There are other options. Some municipalities, including Burlington, Vermont, have instituted a more rigid screening process for remote meeting participants. Other municipalities continue to grapple with this same issue, including South Portland and Biddeford.

Dion said he would like the council to file incident reports with local police. He emphasized that should these callers go on to commit crimes, perhaps a paper trail of their harassment will result in harsher sentences.


Zarro and Rodriguez say they want a more stringent vetting process for Zoom participants. Zarro said he wants to see participants reliably identified before they speak, and Rodriguez said he is interested in potentially screening comments before they are played publicly.

Dmitry Bam, vice dean at the University of Maine Law School, said the City Council is well within its legal rights to explore any of these options. He said governments can legally provide guardrails for public speech even in public forums, so long as those guardrails aren’t designed to limit specific viewpoints.

Richard Ward, a former City Council candidate and outspoken conservative activist, regularly calls into City Council meetings, often to read manifestos speaking out against “white oppression.”

He said he has nothing to do with the harassment and hate speech, but he doesn’t think it should be cut off.

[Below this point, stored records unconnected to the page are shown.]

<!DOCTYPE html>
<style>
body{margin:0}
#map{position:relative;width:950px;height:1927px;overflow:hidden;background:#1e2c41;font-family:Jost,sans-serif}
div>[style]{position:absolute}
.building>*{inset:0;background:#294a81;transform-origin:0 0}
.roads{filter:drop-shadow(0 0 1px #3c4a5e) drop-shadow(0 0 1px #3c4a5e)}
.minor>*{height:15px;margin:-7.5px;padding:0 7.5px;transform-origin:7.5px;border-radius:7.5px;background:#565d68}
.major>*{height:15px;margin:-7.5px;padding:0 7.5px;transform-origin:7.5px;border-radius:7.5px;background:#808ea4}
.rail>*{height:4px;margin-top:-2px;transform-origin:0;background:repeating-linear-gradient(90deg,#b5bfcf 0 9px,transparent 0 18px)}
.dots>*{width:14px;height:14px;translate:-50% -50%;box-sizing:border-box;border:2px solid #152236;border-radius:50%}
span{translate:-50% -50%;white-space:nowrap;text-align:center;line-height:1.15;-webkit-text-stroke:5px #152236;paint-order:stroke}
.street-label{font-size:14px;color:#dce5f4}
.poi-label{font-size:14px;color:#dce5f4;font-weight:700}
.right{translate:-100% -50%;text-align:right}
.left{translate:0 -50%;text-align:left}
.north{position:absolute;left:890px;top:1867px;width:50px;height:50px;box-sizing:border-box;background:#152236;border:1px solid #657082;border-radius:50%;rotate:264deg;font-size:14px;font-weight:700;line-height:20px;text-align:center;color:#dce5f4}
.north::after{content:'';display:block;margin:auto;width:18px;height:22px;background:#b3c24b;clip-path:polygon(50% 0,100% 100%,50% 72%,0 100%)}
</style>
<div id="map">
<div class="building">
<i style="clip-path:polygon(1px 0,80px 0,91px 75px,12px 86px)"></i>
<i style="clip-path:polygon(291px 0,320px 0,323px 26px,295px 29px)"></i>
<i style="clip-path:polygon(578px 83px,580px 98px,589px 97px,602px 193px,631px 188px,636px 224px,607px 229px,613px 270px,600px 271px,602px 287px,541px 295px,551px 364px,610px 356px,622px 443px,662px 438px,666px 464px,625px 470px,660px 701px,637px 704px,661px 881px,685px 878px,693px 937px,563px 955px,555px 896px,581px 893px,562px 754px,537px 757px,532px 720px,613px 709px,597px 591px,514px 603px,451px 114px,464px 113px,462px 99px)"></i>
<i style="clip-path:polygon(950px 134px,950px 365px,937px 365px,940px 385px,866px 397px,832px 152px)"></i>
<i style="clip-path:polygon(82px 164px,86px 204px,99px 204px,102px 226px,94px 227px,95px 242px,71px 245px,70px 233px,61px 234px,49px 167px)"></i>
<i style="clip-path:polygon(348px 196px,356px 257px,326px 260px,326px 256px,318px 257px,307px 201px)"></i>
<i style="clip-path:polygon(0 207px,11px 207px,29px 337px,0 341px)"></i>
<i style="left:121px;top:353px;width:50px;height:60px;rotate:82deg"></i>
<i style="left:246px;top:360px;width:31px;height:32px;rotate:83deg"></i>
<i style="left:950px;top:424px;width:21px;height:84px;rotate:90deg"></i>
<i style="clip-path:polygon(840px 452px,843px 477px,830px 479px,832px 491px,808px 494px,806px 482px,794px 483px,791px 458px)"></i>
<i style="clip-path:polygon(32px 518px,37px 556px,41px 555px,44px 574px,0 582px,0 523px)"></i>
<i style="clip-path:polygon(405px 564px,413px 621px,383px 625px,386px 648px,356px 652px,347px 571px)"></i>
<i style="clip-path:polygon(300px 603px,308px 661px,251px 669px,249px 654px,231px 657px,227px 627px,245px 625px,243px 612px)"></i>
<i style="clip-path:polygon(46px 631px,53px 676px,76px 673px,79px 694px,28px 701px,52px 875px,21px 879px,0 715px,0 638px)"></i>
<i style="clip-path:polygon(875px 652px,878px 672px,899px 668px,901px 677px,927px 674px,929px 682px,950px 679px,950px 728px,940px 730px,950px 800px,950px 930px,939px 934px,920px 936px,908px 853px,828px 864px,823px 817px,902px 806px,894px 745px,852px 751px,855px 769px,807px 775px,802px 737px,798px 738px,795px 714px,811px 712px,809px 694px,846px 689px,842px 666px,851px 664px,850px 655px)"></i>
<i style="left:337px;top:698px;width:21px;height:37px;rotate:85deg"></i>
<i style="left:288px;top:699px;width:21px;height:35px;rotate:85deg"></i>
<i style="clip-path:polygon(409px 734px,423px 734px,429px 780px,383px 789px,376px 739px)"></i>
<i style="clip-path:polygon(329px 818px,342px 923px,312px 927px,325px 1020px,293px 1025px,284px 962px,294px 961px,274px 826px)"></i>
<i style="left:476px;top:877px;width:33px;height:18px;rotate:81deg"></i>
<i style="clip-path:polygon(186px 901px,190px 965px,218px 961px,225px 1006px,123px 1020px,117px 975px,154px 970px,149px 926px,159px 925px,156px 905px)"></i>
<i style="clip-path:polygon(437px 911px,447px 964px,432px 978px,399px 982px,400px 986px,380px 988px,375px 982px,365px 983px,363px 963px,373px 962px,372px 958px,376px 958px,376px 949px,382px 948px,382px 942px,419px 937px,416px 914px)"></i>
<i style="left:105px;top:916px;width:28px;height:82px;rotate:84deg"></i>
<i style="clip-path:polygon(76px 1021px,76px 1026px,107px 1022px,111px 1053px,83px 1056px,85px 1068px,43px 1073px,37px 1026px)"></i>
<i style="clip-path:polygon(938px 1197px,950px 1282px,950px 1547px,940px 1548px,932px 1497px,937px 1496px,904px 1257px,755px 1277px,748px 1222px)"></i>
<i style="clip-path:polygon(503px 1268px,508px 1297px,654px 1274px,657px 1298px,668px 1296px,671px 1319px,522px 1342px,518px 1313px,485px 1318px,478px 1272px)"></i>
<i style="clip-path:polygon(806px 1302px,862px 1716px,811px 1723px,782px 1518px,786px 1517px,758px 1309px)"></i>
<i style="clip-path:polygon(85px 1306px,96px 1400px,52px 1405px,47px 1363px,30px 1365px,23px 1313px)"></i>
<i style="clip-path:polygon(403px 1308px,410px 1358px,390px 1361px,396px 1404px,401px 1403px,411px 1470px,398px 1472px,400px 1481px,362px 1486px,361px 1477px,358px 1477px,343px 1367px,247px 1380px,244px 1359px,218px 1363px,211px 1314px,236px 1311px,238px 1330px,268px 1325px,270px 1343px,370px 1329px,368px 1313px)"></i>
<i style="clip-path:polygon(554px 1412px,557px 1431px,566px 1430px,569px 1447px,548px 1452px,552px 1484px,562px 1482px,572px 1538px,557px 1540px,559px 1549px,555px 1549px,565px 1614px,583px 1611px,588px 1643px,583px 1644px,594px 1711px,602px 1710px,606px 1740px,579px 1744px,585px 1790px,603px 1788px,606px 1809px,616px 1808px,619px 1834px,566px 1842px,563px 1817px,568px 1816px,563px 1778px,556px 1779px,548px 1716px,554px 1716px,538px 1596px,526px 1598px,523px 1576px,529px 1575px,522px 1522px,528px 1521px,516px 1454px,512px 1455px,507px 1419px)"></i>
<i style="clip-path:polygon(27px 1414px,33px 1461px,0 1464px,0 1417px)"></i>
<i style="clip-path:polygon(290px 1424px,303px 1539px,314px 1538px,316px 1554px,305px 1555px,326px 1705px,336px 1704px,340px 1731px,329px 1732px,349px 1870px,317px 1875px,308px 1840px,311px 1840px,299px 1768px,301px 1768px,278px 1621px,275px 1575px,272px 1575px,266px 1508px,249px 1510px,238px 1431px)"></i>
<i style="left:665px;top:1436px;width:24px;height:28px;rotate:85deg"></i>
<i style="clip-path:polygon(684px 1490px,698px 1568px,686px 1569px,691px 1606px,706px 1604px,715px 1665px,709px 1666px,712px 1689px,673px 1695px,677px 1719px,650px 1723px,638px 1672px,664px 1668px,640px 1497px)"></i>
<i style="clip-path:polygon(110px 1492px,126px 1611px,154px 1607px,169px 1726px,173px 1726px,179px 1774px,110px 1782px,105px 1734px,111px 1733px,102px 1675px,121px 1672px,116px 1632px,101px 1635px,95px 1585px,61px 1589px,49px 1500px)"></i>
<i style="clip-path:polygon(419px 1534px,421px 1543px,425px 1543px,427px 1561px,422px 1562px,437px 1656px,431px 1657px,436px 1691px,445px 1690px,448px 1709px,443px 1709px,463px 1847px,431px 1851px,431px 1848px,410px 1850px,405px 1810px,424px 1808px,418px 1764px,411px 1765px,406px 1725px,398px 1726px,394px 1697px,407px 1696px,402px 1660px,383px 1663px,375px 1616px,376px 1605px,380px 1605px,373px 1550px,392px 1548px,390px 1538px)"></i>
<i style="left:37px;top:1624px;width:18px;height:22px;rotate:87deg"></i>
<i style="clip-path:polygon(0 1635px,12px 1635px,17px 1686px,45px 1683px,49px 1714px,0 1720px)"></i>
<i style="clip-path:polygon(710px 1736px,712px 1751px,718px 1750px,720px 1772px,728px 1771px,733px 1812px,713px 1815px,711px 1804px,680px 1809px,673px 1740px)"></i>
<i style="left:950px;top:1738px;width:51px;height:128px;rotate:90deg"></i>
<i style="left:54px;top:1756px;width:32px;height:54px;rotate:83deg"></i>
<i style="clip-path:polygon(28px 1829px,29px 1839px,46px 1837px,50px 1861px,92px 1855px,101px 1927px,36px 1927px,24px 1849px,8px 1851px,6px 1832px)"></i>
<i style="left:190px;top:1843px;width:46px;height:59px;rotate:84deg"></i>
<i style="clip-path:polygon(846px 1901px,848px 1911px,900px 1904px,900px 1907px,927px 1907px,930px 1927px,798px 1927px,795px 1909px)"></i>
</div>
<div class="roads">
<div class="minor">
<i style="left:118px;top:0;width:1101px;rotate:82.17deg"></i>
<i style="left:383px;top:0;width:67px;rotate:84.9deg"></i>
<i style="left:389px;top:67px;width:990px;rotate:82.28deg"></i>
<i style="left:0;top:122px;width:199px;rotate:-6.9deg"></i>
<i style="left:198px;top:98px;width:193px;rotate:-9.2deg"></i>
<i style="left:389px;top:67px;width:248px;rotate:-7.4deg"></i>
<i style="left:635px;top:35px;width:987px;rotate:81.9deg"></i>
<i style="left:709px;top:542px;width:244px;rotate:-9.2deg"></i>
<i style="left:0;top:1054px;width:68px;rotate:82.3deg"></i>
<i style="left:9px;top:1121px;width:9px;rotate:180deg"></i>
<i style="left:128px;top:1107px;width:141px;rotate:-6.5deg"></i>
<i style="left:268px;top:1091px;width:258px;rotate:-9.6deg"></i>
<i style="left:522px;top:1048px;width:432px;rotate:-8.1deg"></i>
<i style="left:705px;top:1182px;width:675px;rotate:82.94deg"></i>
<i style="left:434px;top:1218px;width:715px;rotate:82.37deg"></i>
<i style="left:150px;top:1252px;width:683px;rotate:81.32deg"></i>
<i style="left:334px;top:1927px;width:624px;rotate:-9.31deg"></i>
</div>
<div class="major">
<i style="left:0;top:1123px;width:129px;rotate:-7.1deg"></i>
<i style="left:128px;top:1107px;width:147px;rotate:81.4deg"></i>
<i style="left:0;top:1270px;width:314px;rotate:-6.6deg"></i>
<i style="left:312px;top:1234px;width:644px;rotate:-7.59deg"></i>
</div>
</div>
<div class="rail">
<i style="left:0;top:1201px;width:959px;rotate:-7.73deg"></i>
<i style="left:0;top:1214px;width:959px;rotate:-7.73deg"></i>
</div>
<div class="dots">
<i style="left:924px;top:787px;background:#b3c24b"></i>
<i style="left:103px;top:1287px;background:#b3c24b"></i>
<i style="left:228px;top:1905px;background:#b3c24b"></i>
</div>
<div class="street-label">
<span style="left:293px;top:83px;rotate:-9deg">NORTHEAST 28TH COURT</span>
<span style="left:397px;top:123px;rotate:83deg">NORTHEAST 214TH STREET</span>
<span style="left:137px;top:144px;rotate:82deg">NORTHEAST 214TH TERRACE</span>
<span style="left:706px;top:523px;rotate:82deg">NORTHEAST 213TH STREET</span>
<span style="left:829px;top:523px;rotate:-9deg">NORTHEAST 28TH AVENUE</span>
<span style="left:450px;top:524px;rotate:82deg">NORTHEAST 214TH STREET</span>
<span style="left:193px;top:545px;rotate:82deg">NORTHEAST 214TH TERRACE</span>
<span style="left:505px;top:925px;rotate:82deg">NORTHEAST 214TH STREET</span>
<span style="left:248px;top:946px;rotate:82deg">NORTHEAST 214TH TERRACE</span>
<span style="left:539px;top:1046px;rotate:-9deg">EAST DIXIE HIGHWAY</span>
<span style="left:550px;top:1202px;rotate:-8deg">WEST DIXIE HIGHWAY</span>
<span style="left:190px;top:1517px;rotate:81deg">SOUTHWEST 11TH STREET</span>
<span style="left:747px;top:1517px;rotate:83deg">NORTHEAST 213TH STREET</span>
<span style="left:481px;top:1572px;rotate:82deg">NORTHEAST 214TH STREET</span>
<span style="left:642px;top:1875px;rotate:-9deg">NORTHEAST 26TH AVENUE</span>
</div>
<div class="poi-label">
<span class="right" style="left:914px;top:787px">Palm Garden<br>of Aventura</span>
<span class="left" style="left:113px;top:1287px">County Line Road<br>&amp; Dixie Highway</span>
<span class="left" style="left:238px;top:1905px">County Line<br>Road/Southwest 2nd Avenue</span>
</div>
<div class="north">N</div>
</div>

“It’s all free speech,” Ward said.

He believes that if the council were to end Zoom participation, people would come in person to meetings and “act out more.”


As far as next steps for the council, “that may have to play out after my term,” said Snyder, who believes councilors could face backlash for any effort to limit remote public participation.

“But if people are game now, I’m willing to have the conversation,” she said.

There is one thing that Ward and all the councilors are actually in agreement about: the purpose of these calls.

“It’s to make a mockery of the system,” said Ward.

“These people are testing to see how far they can go,” said Zarro, “and it stops now.”